● Information supplied:

=== Begin Enclosure ===

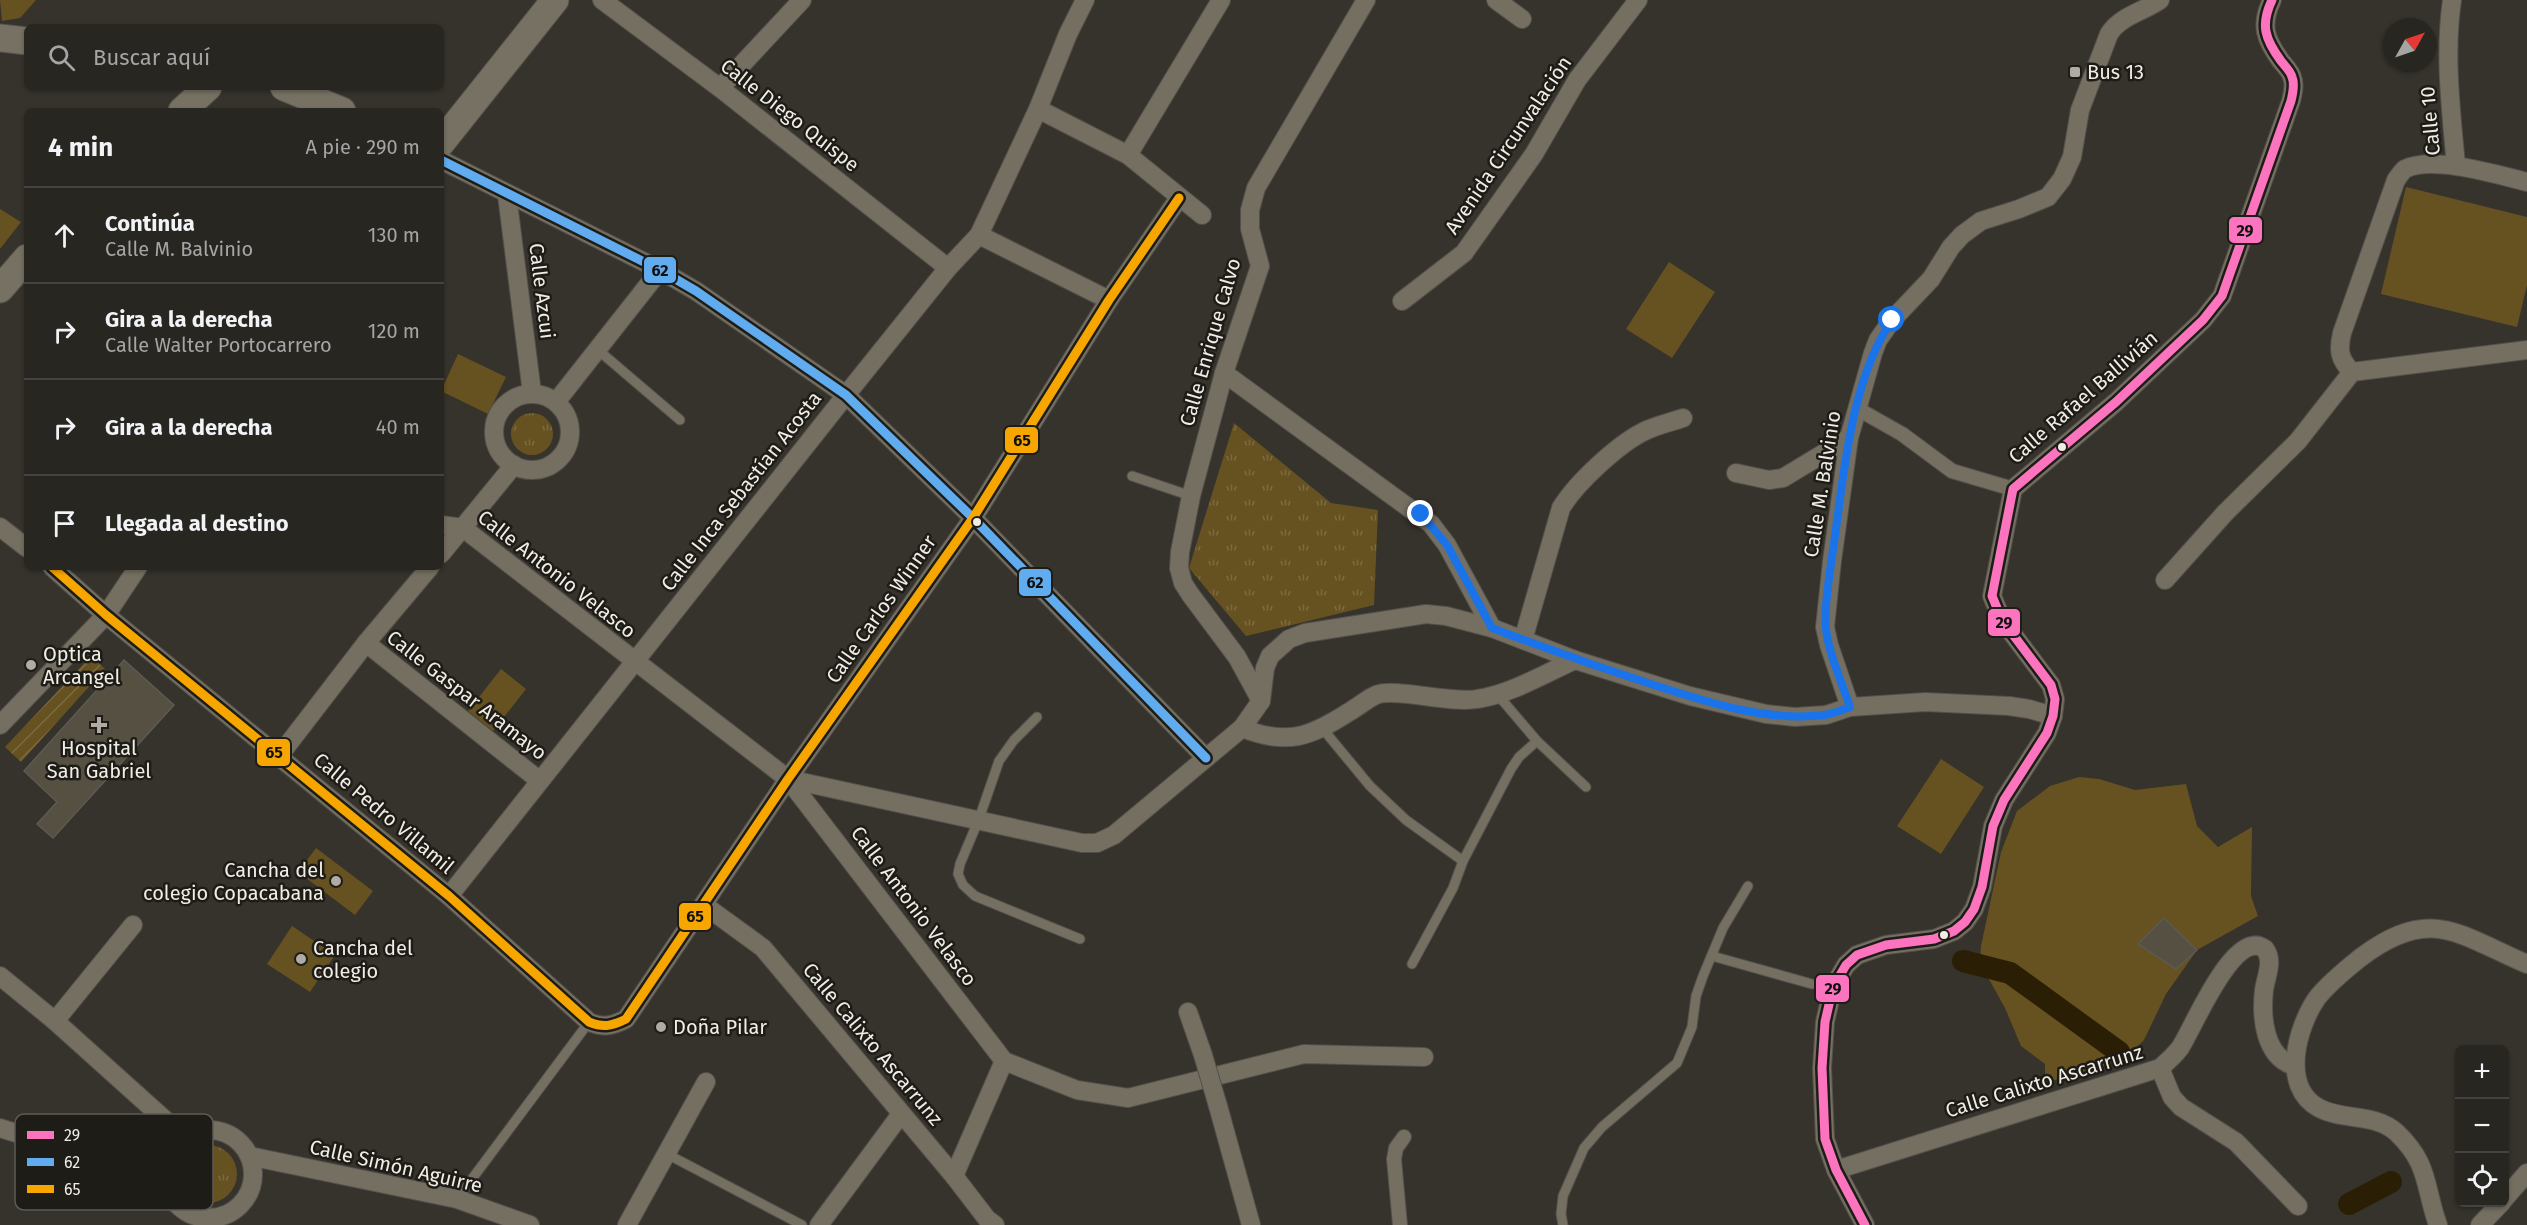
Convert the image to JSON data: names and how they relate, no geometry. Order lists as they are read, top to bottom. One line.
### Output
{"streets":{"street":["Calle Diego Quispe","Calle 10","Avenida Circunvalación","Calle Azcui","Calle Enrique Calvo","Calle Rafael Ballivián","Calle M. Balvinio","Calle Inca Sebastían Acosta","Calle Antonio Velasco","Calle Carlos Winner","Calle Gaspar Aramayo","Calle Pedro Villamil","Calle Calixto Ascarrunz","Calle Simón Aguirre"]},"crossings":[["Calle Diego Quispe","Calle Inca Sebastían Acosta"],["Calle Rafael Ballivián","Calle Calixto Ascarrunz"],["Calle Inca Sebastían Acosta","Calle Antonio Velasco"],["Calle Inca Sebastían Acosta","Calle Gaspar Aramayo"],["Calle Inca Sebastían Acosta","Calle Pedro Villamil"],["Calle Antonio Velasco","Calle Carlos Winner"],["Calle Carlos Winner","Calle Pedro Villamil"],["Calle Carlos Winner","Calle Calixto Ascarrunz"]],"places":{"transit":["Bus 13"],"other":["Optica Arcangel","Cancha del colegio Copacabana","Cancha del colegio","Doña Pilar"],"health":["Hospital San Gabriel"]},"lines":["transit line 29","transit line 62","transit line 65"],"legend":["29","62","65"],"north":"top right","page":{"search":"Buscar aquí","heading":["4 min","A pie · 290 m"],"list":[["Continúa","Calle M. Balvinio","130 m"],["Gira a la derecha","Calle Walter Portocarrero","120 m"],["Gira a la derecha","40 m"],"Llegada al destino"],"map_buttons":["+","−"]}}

=== End Enclosure ===

● What this task involves:
Copy out all the data exactly. No images belong in the copy.

● Answer below:
Convert the image to JSON data: names and how they relate, no geometry. Order lists as they are read, top to bottom. One line.
### Output
{"streets":{"street":["Calle Diego Quispe","Calle 10","Avenida Circunvalación","Calle Azcui","Calle Enrique Calvo","Calle Rafael Ballivián","Calle M. Balvinio","Calle Inca Sebastían Acosta","Calle Antonio Velasco","Calle Carlos Winner","Calle Gaspar Aramayo","Calle Pedro Villamil","Calle Calixto Ascarrunz","Calle Simón Aguirre"]},"crossings":[["Calle Diego Quispe","Calle Inca Sebastían Acosta"],["Calle Rafael Ballivián","Calle Calixto Ascarrunz"],["Calle Inca Sebastían Acosta","Calle Antonio Velasco"],["Calle Inca Sebastían Acosta","Calle Gaspar Aramayo"],["Calle Inca Sebastían Acosta","Calle Pedro Villamil"],["Calle Antonio Velasco","Calle Carlos Winner"],["Calle Carlos Winner","Calle Pedro Villamil"],["Calle Carlos Winner","Calle Calixto Ascarrunz"]],"places":{"transit":["Bus 13"],"other":["Optica Arcangel","Cancha del colegio Copacabana","Cancha del colegio","Doña Pilar"],"health":["Hospital San Gabriel"]},"lines":["transit line 29","transit line 62","transit line 65"],"legend":["29","62","65"],"north":"top right","page":{"search":"Buscar aquí","heading":["4 min","A pie · 290 m"],"list":[["Continúa","Calle M. Balvinio","130 m"],["Gira a la derecha","Calle Walter Portocarrero","120 m"],["Gira a la derecha","40 m"],"Llegada al destino"],"map_buttons":["+","−"]}}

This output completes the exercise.